Supplied information:
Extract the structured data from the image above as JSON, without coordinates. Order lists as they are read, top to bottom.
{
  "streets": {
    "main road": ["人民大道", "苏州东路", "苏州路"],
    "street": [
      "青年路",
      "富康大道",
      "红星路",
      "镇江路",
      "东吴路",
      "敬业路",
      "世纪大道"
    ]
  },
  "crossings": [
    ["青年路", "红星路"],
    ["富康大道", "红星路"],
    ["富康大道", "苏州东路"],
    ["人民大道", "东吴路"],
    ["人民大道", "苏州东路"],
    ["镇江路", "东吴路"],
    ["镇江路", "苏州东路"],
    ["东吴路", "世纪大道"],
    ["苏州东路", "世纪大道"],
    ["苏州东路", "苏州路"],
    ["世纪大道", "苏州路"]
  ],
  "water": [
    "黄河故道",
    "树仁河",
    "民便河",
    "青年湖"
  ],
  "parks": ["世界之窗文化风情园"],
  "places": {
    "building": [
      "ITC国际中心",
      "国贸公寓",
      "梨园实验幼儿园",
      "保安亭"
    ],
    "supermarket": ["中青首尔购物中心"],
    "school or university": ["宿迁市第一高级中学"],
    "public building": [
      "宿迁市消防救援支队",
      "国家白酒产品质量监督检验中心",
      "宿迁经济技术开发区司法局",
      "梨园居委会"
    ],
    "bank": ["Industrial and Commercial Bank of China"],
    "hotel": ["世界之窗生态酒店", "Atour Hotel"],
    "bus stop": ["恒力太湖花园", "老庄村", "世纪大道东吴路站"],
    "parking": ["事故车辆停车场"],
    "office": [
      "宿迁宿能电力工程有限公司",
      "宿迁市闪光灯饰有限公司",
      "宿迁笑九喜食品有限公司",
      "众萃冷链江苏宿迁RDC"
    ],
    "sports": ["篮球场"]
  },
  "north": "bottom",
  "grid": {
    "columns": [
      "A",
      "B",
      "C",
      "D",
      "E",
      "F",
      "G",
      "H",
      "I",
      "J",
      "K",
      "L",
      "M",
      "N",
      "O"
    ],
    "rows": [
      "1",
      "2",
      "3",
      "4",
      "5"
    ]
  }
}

Goal of the exercise:
What is needed is a word-for-word copy of all the material.

Response for this exercise:
Extract the structured data from the image above as JSON, without coordinates. Order lists as they are read, top to bottom.
{
  "streets": {
    "main road": ["人民大道", "苏州东路", "苏州路"],
    "street": [
      "青年路",
      "富康大道",
      "红星路",
      "镇江路",
      "东吴路",
      "敬业路",
      "世纪大道"
    ]
  },
  "crossings": [
    ["青年路", "红星路"],
    ["富康大道", "红星路"],
    ["富康大道", "苏州东路"],
    ["人民大道", "东吴路"],
    ["人民大道", "苏州东路"],
    ["镇江路", "东吴路"],
    ["镇江路", "苏州东路"],
    ["东吴路", "世纪大道"],
    ["苏州东路", "世纪大道"],
    ["苏州东路", "苏州路"],
    ["世纪大道", "苏州路"]
  ],
  "water": [
    "黄河故道",
    "树仁河",
    "民便河",
    "青年湖"
  ],
  "parks": ["世界之窗文化风情园"],
  "places": {
    "building": [
      "ITC国际中心",
      "国贸公寓",
      "梨园实验幼儿园",
      "保安亭"
    ],
    "supermarket": ["中青首尔购物中心"],
    "school or university": ["宿迁市第一高级中学"],
    "public building": [
      "宿迁市消防救援支队",
      "国家白酒产品质量监督检验中心",
      "宿迁经济技术开发区司法局",
      "梨园居委会"
    ],
    "bank": ["Industrial and Commercial Bank of China"],
    "hotel": ["世界之窗生态酒店", "Atour Hotel"],
    "bus stop": ["恒力太湖花园", "老庄村", "世纪大道东吴路站"],
    "parking": ["事故车辆停车场"],
    "office": [
      "宿迁宿能电力工程有限公司",
      "宿迁市闪光灯饰有限公司",
      "宿迁笑九喜食品有限公司",
      "众萃冷链江苏宿迁RDC"
    ],
    "sports": ["篮球场"]
  },
  "north": "bottom",
  "grid": {
    "columns": [
      "A",
      "B",
      "C",
      "D",
      "E",
      "F",
      "G",
      "H",
      "I",
      "J",
      "K",
      "L",
      "M",
      "N",
      "O"
    ],
    "rows": [
      "1",
      "2",
      "3",
      "4",
      "5"
    ]
  }
}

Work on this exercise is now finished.